Kata Kunci: Kebijakan,
Pembiayaan Pendidikan, Pondok Pesantren, Lembaga Pendidikan Islam
Abstract
This paper
explains what policies are related to financing education in Islamic
educational institutions, one of which is Islamic boarding schools. Islamic
Boarding School is one of the Islamic educational institutions to learn everything about Islam
in depth. The author wants to examine how the financing policies at Islamic
boarding schools, from the acquisition to the use of these funds. Currently,
funding for Islamic boarding schools can be obtained from many parties,
including the government, parents of students, the community and the business
world. From these funding sources, Islamic boarding schools have access to
regular and automatic funds that can be used to finance Islamic boarding school
education and development activities. The author also conducts a literature
study by reviewing various books, journals and other works related to the
problem of education financing policies in Islamic boarding schools in order to
perfect the research.
Keywords :
Policy, Financial Education, Islamic Boarding School.
Pendahuluan
Desentralisasi pendidikan merupakan peluang untuk
meningkatkan kualitas kegiatan belajar mengajar di sekolah. Dengan kata lain,
ini adalah kesempatan untuk mengembangkan mutu pendidikan di setiap daerah. Hal
ini menyangkut tentang peningkatan kualitas guru, peningkatan kualitas
manajemen kepala sekolah, meningkatkan sarana dan prasarana pendidikan, serta
pembiayaan pendidikan akan lebih baik jika dikelola oleh penanggung jawab
pendidikan di daerah.

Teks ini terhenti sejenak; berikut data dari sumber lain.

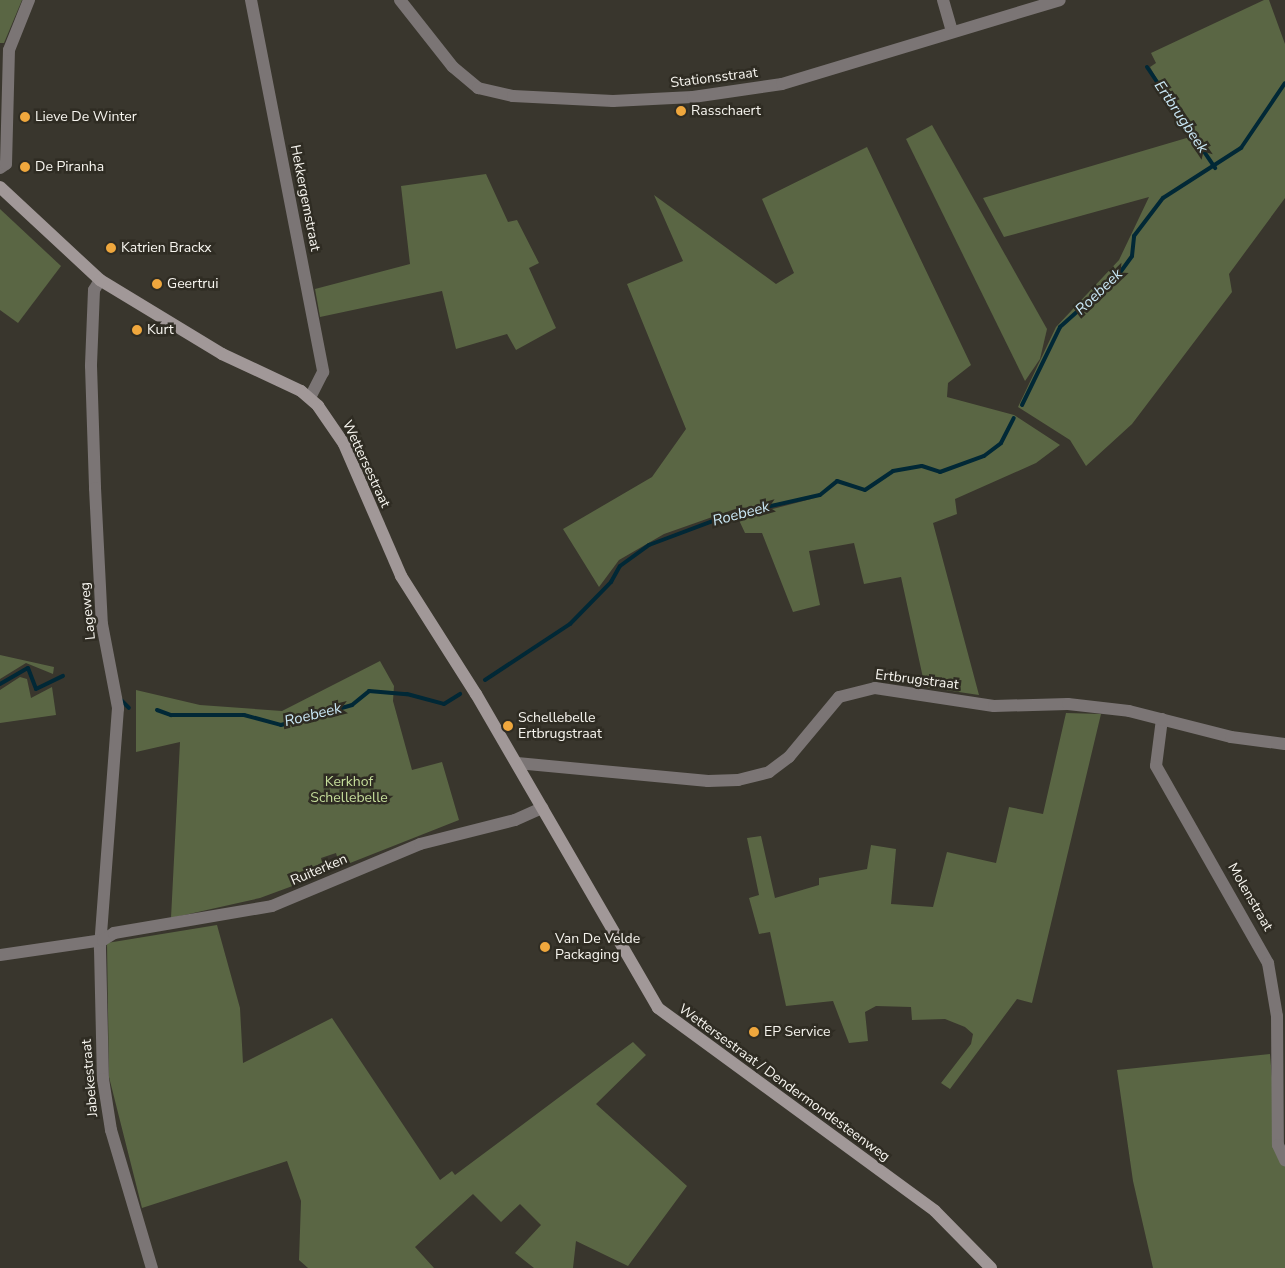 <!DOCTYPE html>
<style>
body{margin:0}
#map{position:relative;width:1285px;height:1268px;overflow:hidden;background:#39362d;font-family:"Nunito Sans",sans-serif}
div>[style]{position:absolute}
.green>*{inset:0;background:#5a6644}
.stream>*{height:4px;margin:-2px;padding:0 2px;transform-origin:2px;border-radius:2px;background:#012836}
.minor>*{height:12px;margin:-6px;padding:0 6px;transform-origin:6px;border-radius:6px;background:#7b7575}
.tertiary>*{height:12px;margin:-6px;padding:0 6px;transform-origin:6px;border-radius:6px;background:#7b7575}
.secondary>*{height:12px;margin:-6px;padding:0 6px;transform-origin:6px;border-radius:6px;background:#a19898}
.dots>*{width:14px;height:14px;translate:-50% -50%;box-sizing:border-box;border:2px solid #2f2c23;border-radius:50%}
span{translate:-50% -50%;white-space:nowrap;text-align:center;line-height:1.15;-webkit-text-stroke:5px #2f2c23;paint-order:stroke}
.street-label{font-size:14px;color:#f7f5ef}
.poi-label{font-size:14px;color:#f7f5ef}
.left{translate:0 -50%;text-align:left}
.park-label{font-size:14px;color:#c5dd9b}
.water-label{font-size:15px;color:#cae8f6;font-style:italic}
</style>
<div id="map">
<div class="green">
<div style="clip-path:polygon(0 0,22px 0,4px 43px,0 43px)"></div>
<div style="clip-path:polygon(1264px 0,1269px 0,1285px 44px,1285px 198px,1229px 274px,1232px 292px,1132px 424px,1086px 466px,1070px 440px,1018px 407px,1056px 327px,1119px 260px,1149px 197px,1004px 237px,983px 198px,1190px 137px,1150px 67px,1156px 63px,1151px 53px)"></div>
<div style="clip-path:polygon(932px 125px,1047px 329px,1040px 359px,1025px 381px,906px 139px)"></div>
<div style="clip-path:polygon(867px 147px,971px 365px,948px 383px,947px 397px,1014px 415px,1060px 445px,1036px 463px,955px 499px,957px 514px,933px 523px,979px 695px,925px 687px,901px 577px,864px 584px,854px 543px,809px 551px,820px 605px,793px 612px,762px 533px,745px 533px,738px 518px,815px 498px,735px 509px,664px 534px,619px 560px,599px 587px,563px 529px,652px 477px,686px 429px,627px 284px,683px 261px,654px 195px,776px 284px,794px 273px,762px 199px)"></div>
<div style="clip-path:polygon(486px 174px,508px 222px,517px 220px,539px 263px,529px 268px,556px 328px,516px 350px,507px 334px,456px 349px,442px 291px,320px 317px,315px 289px,410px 264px,401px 186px)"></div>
<div style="clip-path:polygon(0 209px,61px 266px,18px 323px,0 310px)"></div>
<div style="clip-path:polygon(0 655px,54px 667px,53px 674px,26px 663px,0 679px)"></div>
<div style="clip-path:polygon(380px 661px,394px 686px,393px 701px,412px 770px,442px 762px,459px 820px,340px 867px,336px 853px,321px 858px,325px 874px,260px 898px,171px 918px,180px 742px,136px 752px,136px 690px,200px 705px,282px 711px)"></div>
<div style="clip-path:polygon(20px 677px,27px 679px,31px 698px,52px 687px,56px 715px,0 723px,0 690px)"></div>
<div style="clip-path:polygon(1066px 713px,1101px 714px,1032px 1003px,1017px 999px,950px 1089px,941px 1083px,971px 1044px,973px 1034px,965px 1027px,945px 1019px,912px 1020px,911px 1007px,876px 1006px,865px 1012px,868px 1041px,849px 1043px,833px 1001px,786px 1006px,770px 932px,759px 934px,749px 898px,759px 895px,747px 838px,761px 836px,775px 898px,819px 885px,819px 878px,867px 869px,871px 845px,896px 849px,891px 904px,933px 907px,947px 852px,996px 863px,1009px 807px,1043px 814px)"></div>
<div style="clip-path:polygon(217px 925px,240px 1008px,243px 1063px,332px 1018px,440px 1180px,452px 1171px,455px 1175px,633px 1042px,646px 1055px,596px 1104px,687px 1186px,628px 1266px,576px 1241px,573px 1268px,534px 1268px,515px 1253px,541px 1225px,520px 1204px,501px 1222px,473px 1194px,415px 1247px,434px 1268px,308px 1268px,299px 1260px,301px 1201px,287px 1161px,142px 1208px,109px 1077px,107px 943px)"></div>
<div style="clip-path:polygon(1270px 1054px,1279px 1161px,1285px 1161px,1285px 1268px,1153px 1268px,1133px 1181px,1117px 1070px)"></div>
</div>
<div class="stream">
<div style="left:1147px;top:67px;width:122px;rotate:56deg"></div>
<div style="left:1022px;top:405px;width:87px;rotate:-64deg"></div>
<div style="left:1060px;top:327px;width:79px;rotate:-41.9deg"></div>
<div style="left:1119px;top:274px;width:22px;rotate:-54deg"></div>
<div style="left:1132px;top:256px;width:20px;rotate:-84deg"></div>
<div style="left:1134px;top:236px;width:48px;rotate:-52.7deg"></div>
<div style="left:1163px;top:198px;width:93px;rotate:-32.7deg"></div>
<div style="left:1241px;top:148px;width:78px;rotate:-55.9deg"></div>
<div style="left:485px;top:680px;width:102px;rotate:-33.4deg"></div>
<div style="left:570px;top:624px;width:59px;rotate:-45.7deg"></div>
<div style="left:611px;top:582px;width:18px;rotate:-61deg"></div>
<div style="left:620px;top:566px;width:36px;rotate:-36deg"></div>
<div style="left:649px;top:545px;width:82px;rotate:-20.6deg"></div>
<div style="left:726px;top:516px;width:96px;rotate:-12.6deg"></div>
<div style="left:820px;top:495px;width:22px;rotate:-39deg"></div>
<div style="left:837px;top:481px;width:29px;rotate:18deg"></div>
<div style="left:865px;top:490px;width:34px;rotate:-34deg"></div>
<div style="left:893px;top:471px;width:29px;rotate:-10deg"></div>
<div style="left:922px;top:466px;width:19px;rotate:18deg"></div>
<div style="left:940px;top:472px;width:47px;rotate:-20deg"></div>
<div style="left:984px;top:456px;width:21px;rotate:-37deg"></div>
<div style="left:1001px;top:443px;width:28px;rotate:-63deg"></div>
<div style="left:0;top:684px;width:32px;rotate:-30deg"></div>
<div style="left:28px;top:668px;width:22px;rotate:69deg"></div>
<div style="left:36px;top:689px;width:30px;rotate:-26deg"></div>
<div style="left:121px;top:700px;width:11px;rotate:45deg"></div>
<div style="left:157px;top:710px;width:15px;rotate:20deg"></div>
<div style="left:171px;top:715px;width:73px"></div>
<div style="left:244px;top:715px;width:38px;rotate:15deg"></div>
<div style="left:281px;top:725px;width:74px;rotate:-15.7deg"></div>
<div style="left:352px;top:705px;width:22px;rotate:-39deg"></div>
<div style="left:369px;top:691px;width:38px;rotate:5deg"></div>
<div style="left:407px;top:694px;width:38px;rotate:15deg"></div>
<div style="left:444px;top:704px;width:19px;rotate:-32deg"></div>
</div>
<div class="minor">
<div style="left:251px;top:0;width:379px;rotate:79deg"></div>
<div style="left:323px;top:372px;width:28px;rotate:117deg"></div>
<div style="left:943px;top:0;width:33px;rotate:74deg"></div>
<div style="left:0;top:168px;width:7px;rotate:-34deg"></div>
<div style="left:6px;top:164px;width:114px;rotate:-88.5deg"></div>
<div style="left:9px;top:50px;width:54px;rotate:-68.2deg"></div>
<div style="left:100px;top:280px;width:12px;rotate:121deg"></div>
<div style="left:94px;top:290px;width:76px;rotate:92.3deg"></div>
<div style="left:91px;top:366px;width:122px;rotate:88.1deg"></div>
<div style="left:95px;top:488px;width:136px;rotate:87.1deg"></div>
<div style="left:102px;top:624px;width:86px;rotate:79.2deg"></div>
<div style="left:118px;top:708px;width:242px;rotate:94.3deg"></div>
<div style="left:100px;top:949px;width:130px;rotate:88.7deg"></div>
<div style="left:103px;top:1079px;width:52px;rotate:81.1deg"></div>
<div style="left:111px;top:1130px;width:144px;rotate:73.5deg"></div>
<div style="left:1162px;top:719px;width:47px;rotate:97.3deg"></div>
<div style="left:1156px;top:766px;width:227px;rotate:60.4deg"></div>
<div style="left:1268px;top:963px;width:54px;rotate:80.4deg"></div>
<div style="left:1277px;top:1016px;width:129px;rotate:89.6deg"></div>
<div style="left:1278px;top:1145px;width:17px;rotate:65deg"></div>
<div style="left:517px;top:763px;width:192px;rotate:5.4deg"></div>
<div style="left:708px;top:781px;width:30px;rotate:-2deg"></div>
<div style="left:738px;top:780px;width:32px;rotate:-14deg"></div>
<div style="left:769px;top:772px;width:25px;rotate:-37deg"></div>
<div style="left:789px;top:757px;width:78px;rotate:-50.2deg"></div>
<div style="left:839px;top:697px;width:37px;rotate:-14deg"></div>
<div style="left:875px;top:688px;width:120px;rotate:8.6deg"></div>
<div style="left:994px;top:706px;width:74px;rotate:-1.5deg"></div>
<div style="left:1068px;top:704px;width:61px;rotate:6.5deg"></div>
<div style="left:1129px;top:711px;width:105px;rotate:14.3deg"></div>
<div style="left:1231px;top:737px;width:54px;rotate:7.4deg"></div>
<div style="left:0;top:955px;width:104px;rotate:-8.3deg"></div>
<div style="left:103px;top:940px;width:13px;rotate:-32deg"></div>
<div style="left:114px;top:933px;width:160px;rotate:-9.7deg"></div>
<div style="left:272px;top:906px;width:160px;rotate:-22.7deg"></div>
<div style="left:420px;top:844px;width:98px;rotate:-14.2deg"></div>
<div style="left:515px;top:820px;width:30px;rotate:-24deg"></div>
</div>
<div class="tertiary">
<div style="left:400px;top:0;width:85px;rotate:51.7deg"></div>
<div style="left:453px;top:67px;width:33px;rotate:40deg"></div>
<div style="left:478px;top:88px;width:36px;rotate:13deg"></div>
<div style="left:513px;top:96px;width:100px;rotate:2.9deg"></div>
<div style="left:613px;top:101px;width:80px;rotate:-2.9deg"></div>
<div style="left:693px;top:97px;width:90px;rotate:-8.3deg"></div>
<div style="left:782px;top:84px;width:290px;rotate:-16.8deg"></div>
</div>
<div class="secondary">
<div style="left:0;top:187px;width:137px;rotate:42.9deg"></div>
<div style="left:100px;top:280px;width:143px;rotate:31.2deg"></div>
<div style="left:222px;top:354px;width:87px;rotate:25.1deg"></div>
<div style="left:301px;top:391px;width:23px;rotate:41deg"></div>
<div style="left:318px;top:406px;width:46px;rotate:55.6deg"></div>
<div style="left:344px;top:444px;width:144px;rotate:66.6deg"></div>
<div style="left:401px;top:576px;width:140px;rotate:57.6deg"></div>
<div style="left:476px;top:694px;width:363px;rotate:59.9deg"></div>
<div style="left:658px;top:1008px;width:343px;rotate:36.2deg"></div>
<div style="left:935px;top:1211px;width:80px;rotate:45.5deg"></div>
</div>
<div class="dots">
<div style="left:681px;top:111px;background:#efa73d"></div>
<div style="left:25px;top:117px;background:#efa73d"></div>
<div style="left:25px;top:167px;background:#efa73d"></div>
<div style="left:111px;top:248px;background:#efa73d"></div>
<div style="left:157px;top:284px;background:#efa73d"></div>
<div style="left:137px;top:330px;background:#efa73d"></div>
<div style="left:508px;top:726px;background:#efa73d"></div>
<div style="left:545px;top:947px;background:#efa73d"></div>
<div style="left:754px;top:1032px;background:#efa73d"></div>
</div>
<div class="street-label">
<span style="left:714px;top:78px;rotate:-7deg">Stationsstraat</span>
<span style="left:305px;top:198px;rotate:79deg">Hekkergemstraat</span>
<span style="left:366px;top:464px;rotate:65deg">Wettersestraat</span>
<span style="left:88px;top:611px;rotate:-96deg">Lageweg</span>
<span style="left:917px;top:680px;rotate:7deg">Ertbrugstraat</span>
<span style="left:319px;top:870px;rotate:-23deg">Ruiterken</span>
<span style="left:1250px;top:897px;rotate:60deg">Molenstraat</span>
<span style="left:90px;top:1078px;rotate:-95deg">Jabekestraat</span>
<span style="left:784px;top:1083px;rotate:36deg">Wettersestraat / Dendermondesteenweg</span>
</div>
<div class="poi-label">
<span class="left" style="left:691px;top:111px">Rasschaert</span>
<span class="left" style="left:35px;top:117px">Lieve De Winter</span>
<span class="left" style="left:35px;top:167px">De Piranha</span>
<span class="left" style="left:121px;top:248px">Katrien Brackx</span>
<span class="left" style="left:167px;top:284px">Geertrui</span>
<span class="left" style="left:147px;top:330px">Kurt</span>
<span class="left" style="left:518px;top:726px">Schellebelle<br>Ertbrugstraat</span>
<span class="left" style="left:555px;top:947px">Van De Velde<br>Packaging</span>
<span class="left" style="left:764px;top:1032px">EP Service</span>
</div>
<div class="park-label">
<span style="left:349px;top:790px">Kerkhof<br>Schellebelle</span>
</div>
<div class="water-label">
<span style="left:1181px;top:117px;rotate:56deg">Ertbrugbeek</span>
<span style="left:1099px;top:292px;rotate:-44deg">Roebeek</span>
<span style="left:741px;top:514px;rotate:-15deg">Roebeek</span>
<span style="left:313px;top:715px;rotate:-14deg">Roebeek</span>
</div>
</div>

Pada akhirnya, tujuan desentralisasi pendidikan adalah
untuk meningkatkan kualitas pendidikan (Made Salhu, 2020).
Saat ini, dunia pendidikan menjadi faktor penentu
kemajuan suatu negara. oleh karena itu, Guru, Biaya, sarana pendukung ataupun
mutu pendidikan sangat menentukan, karena pendidikan merupakan kunci untuk
menciptakan sumber daya manusia yang berkualitas dan berdaya saing. Hal ini
membutuhkan upaya yang luar biasa dari dunia pendidikan agar tenaga kerja yang
mengacu pada tenaga pasar global dapat bersaing dalam persaingan internasional (A. Rusdiana, 2019).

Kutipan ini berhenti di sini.